First Time at a Couture Designers Studio

When I was first contacted by Emma she wanted to know if I was up to the challenge of making her a grand dressing gown; with her specific criteria, all of which will be revealed as Emma shares her story, in her own words.

However, prior to our meeting I researched various high street stores and boutiques, I was surprised to learn that there were roughly, I’d say, 3 styles of dressing gowns for women.

  1. A women’s dressing gown for hospital, its practical and warm, but often lacking in charm.
  2. The sexy women’s dressing gown, either long or short, fabulous designs, embroidered or not, often in silk, whilst gorgeous to look at, when the temperature drops, you better hope you have another way of heating up!!
  3. The hotel style dressing gown, its large often made in cotton towelling, and unisex, looks great with big chunky socks.

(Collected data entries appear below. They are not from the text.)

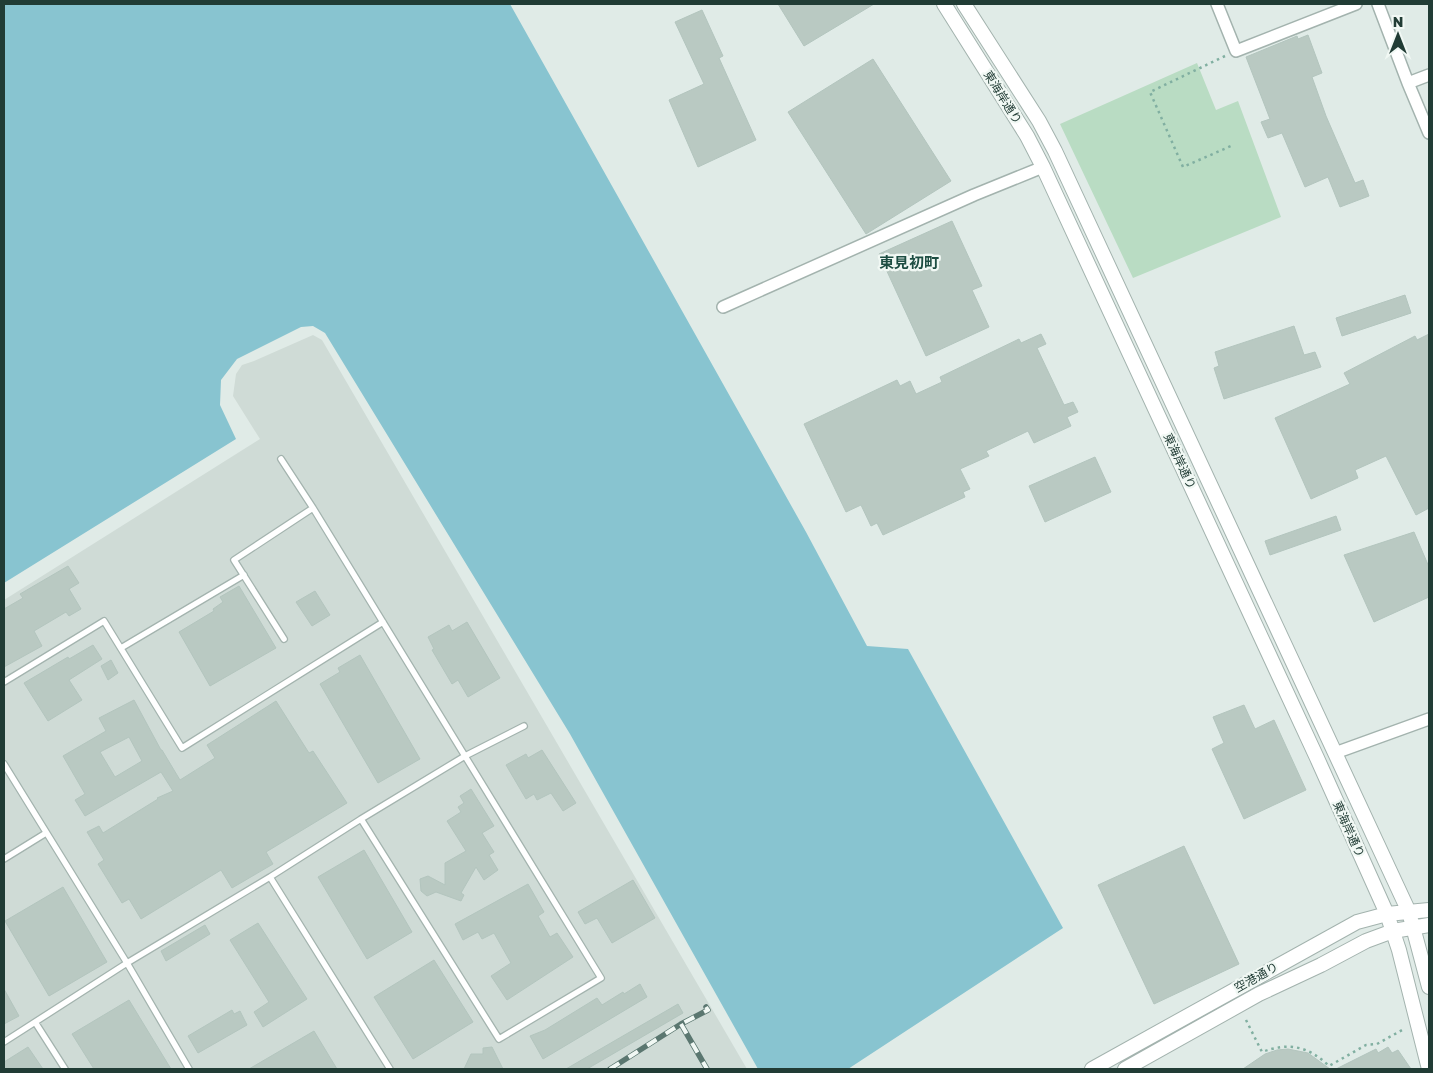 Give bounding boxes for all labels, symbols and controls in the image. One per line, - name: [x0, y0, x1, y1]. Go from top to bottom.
- north arrow: [1373, 10, 1423, 60]
- text: N: [1393, 13, 1403, 30]
- street label: 東海岸通り: [981, 68, 1025, 126]
- district label: 東見初町: [879, 253, 939, 271]
- street label: 東海岸通り: [1161, 431, 1199, 491]
- street label: 東海岸通り: [1330, 799, 1368, 859]
- street label: 空港通り: [1231, 959, 1281, 995]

There was nothing in-between for women, however, as I researched men’s dressing gowns, there was always an element of sophistication in style, a version of the smoking jacket in design only longer, made in wool, or mixed fibres that kept you warm and looking good all at the same time!

So, without further ado, I’ll let Emma tell you her experience of when we met, note this was before all of lives took a new direction!

Emma’s story

“I’ve never really considered getting my clothes made for me before. I’m a high street kind of person, and I always thought that custom made was for someone else.  Or maybe for getting married, but that’s another story”.

Last year, though, I started looking to replace my grotty old towelling dressing gown and I just didn’t like what I could find. I found towelling dressing gowns in colours I don’t get on with, gowns for grandmothers going into hospital, and silky little numbers that wouldn’t keep out half a draft.  I found that I was really objecting to buying a garment I knew I wasn’t going to like.

Some months of procrastination later, it occurred to me that if I had a problem like this at work, I knew exactly how to solve it – write down what I want, and go find someone to make it for me.  So that’s what I did.

I don’t know much of anything about the vocabulary of clothes, I realised. After a bit more procrastination and a lot of looking at Pinterest I wrote down what I wanted using the structures and language I was familiar with at work – I wrote down my functional and non-functional requirements, grouped them by priority, and added links to images of the nearest things I’d found to what I wanted.  (They were all in museums).

Once I’d done that, I went looking for a dressmaker who didn’t have to have a pattern and who was willing to work on something that was unrelated to a wedding.  Luckily enough I found Coral, and she didn’t take one look at my email and run away.

The first step after that was to meet up and see if we actually liked each other in person.  Coral does a one hour consultation (there’s a fee, deductible from the final garment cost) to see if we want to go forward.  We had a conversation about what I was looking for, talked through where I was coming from on my requirements, had a nice cup of tea and decided we could work together. Coral got out the tape measure and worked through a long list of measurements on me.  It’s fairly personal (I couldn’t avoid reading what my waist measurement is these days!) but not uncomfortable or judgemental at all.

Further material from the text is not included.